[Page 35]Carl T. Cox has graciously provided me with a new account of Moroni showing the Book of Mormon plates to Mary Whitmer (1778-1856), wife of Peter Whitmer Senior. Mary was the mother of five sons who were witnesses to the golden plates: David Whitmer, one of the three witnesses; and Christian Whitmer, Jacob Whitmer, John Whitmer, and Peter Whitmer Junior, four of the eight witnesses.

For a long time we have known that Mary Whitmer was also shown the plates. These accounts are familiar and derive from David Whitmer and John C. Whitmer (the son of John Whitmer). For comparison’s sake, I provide here two versions of their accounts (in each case, I have added some paragraphing).

David Whitmer’s account, according to an interview with Orson Pratt and Joseph F. Smith in September 1878, published 16 November 1878 in the Deseret News, and reproduced by Dan Vogel in his Early Mormon Documents, 5:51-52 (Salt Lake City, Utah: 2003):

When I was returning to Fayette with Joseph and Oliver all of us riding in the wagon, Oliver and I on an old fashioned wooden spring seat and Joseph behind us, while traveling along in a clear open place, a very pleasant, nice-looking old man suddenly appeared by the side of our wagon and saluted us with, “good morning, it is very warm,” at the same time wiping [Page 36]his face or forehead with his hand. We returned the salutation, and by a sign from Joseph I invited him to ride if he was going our way. But he said very pleasantly, “No, I am going to Cumorah.” This name was somewhat new to me, I did not know what Cumorah meant. We all gazed at him and at each other, and as I looked round inquiringly of Joseph, the old man instantly disappeared, so that I did not see him again. … It was the messenger who had the plates, who had taken them from Joseph just prior to our starting from Harmony.

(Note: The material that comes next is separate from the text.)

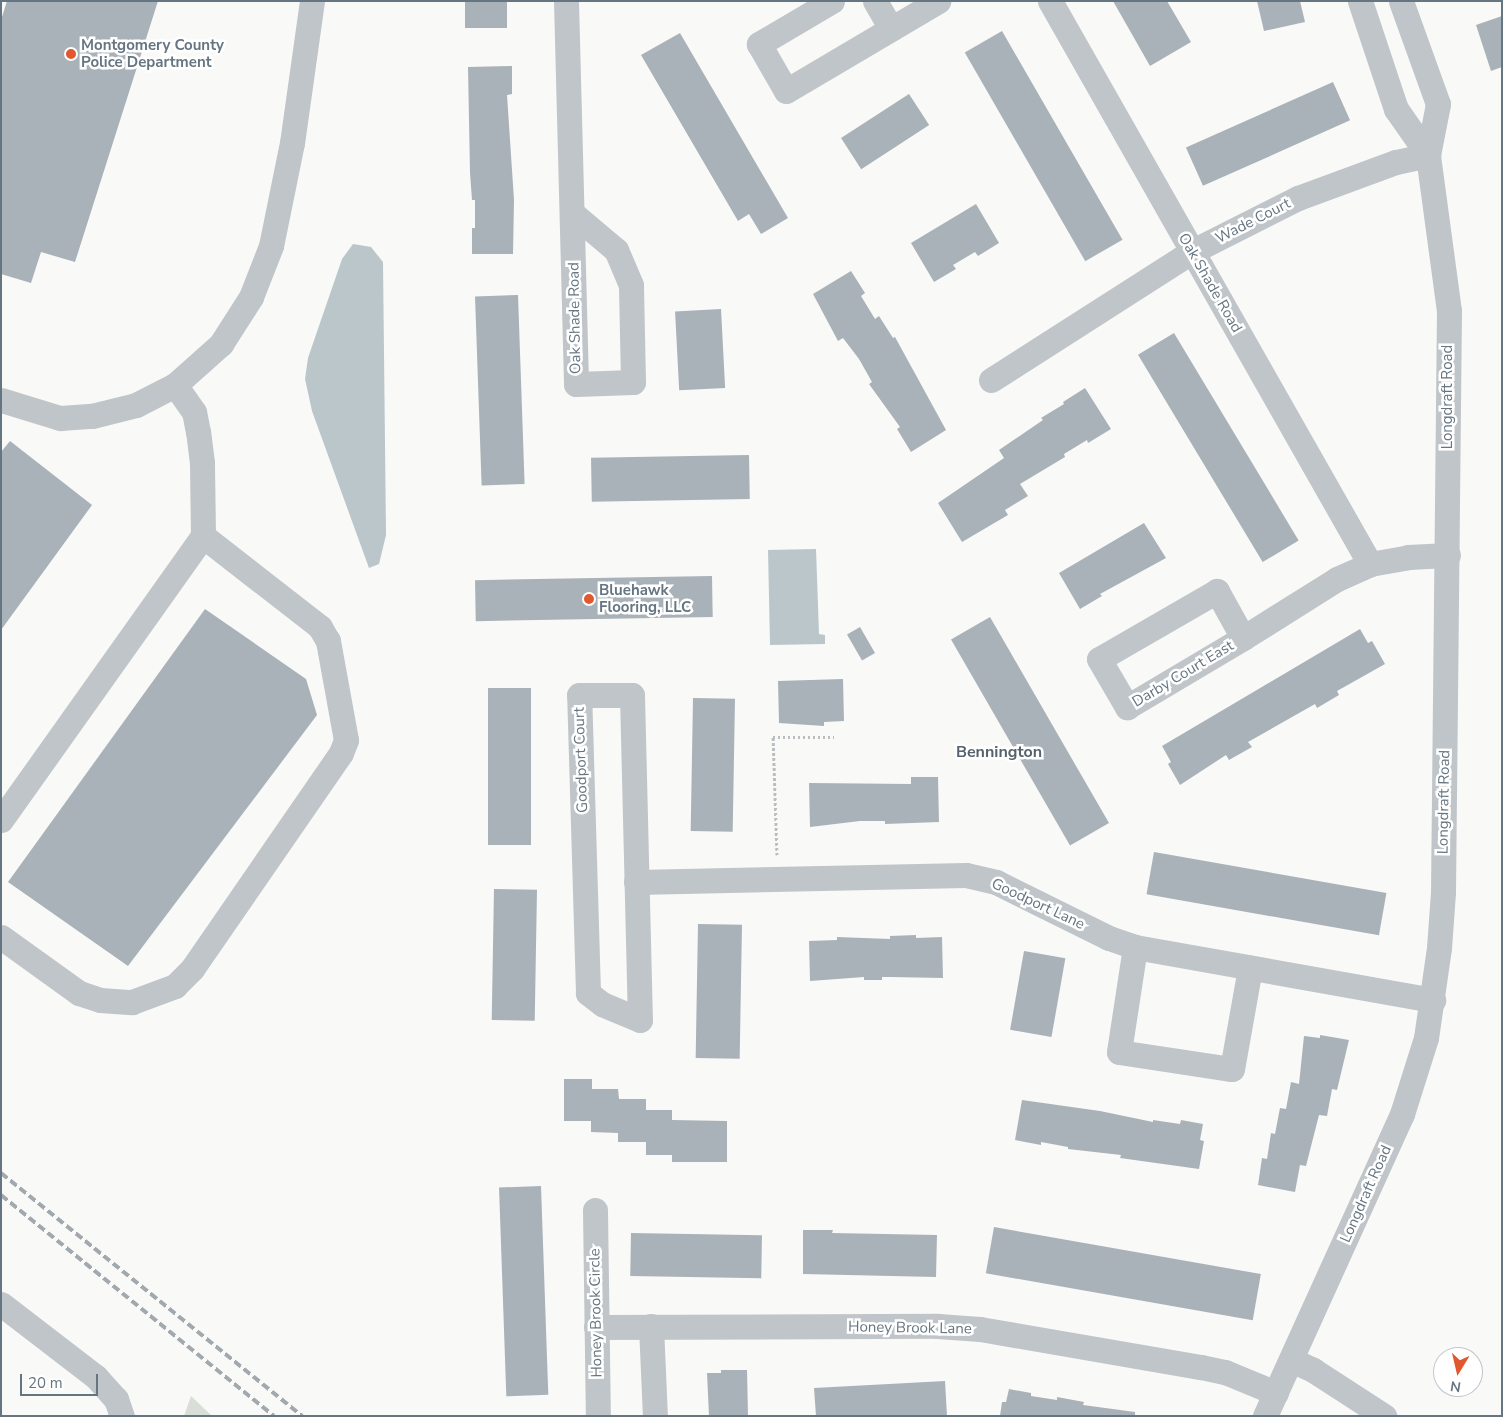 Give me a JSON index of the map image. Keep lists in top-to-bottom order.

Soon after our arrival home, I saw something which led me to the belief that the plates were placed or concealed in my father’s barn. I frankly asked Joseph if my supposition was right, and he told me it was. Sometime after this, my mother was going to milk the cows, when she was met out near the yard by the same old man (judging by her description of him) who said to her, “You have been very faithful and diligent in your labors, but you are tired because of the increase of your toil, it is proper therefore that you should receive a witness that your faith may be strengthened.” Thereupon he showed her the plates. My father and mother had a large family of their own, the addition to it therefore of Joseph, his wife Emma and Oliver very greatly increased the toil and anxiety of my mother. And although she had never complained she had sometimes felt that her labor was too much, or at least she was perhaps beginning to feel so. This circumstance, however, completely removed all such feelings, and nerved her up for her increased responsibilities.

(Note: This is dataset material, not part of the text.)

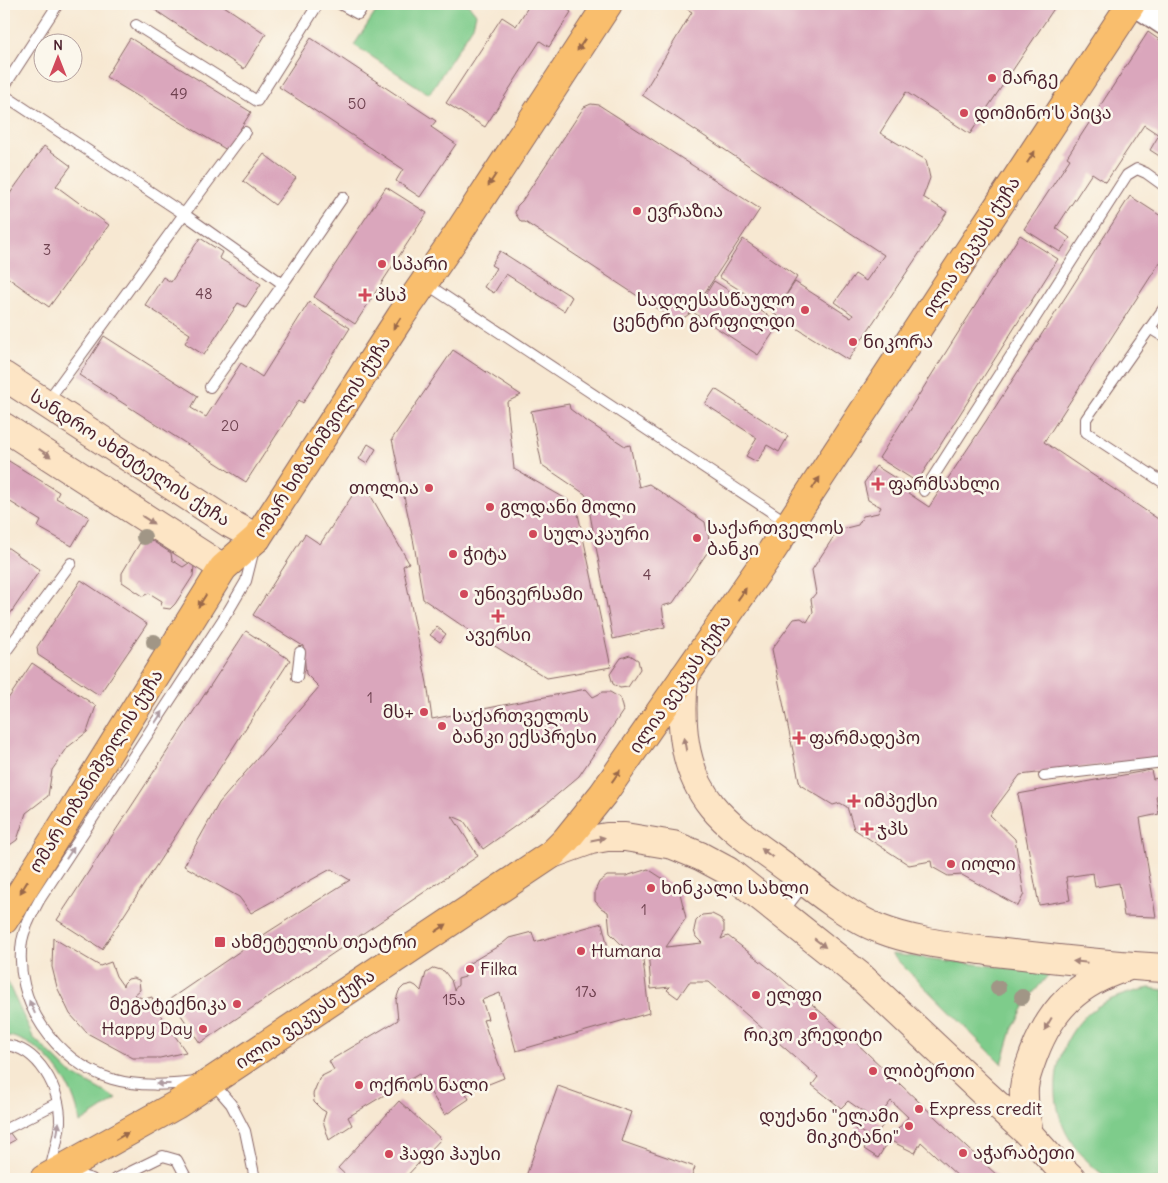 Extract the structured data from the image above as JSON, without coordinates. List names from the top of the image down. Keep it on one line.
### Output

[Page 37]John C. Whitmer’s 1878 account, as recorded by Andrew Jenson (see his Latter-Day Saint Biographical Encyclopedia 1:283, Salt Lake City, Utah: 1901):

I have heard my grandmother (Mary Musselman Whitmer) say on several occasions that she was shown the plates of the Book of Mormon by a holy angel, whom she always called Brother Nephi. (She undoubtedly refers to Moroni, the angel who had the plates in charge.)

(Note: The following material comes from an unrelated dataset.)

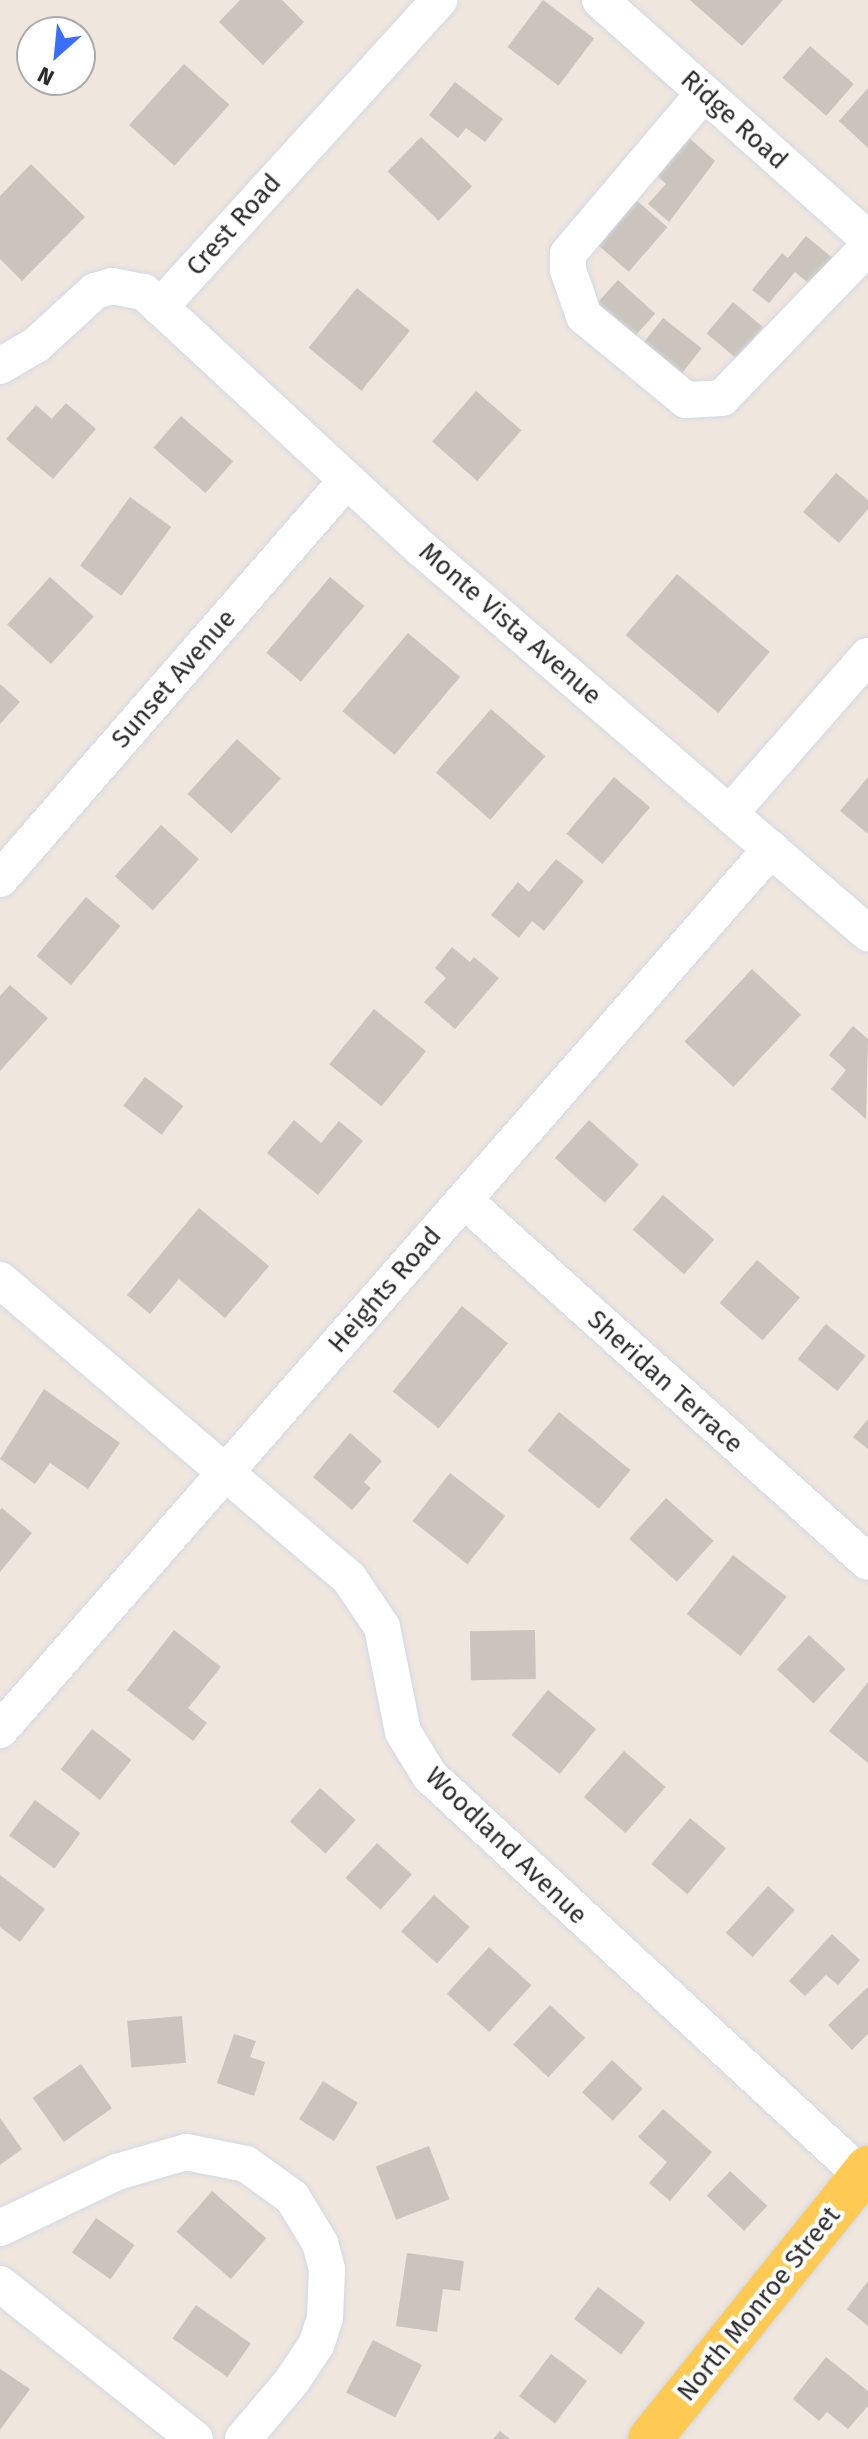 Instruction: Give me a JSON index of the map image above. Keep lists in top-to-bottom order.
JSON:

It was at the time, she said, when the translation was going on at the house of the elder Peter Whitmer, her husband. Joseph Smith with his wife and Oliver Cowdery, whom David Whitmer a short time previous had brought up from Harmony, Pennsylvania, were all boarding with the Whitmers, and my grandmother in having so many extra persons to care for, besides her own large household, was often overloaded with work to such an extent that she felt it to be quite a burden.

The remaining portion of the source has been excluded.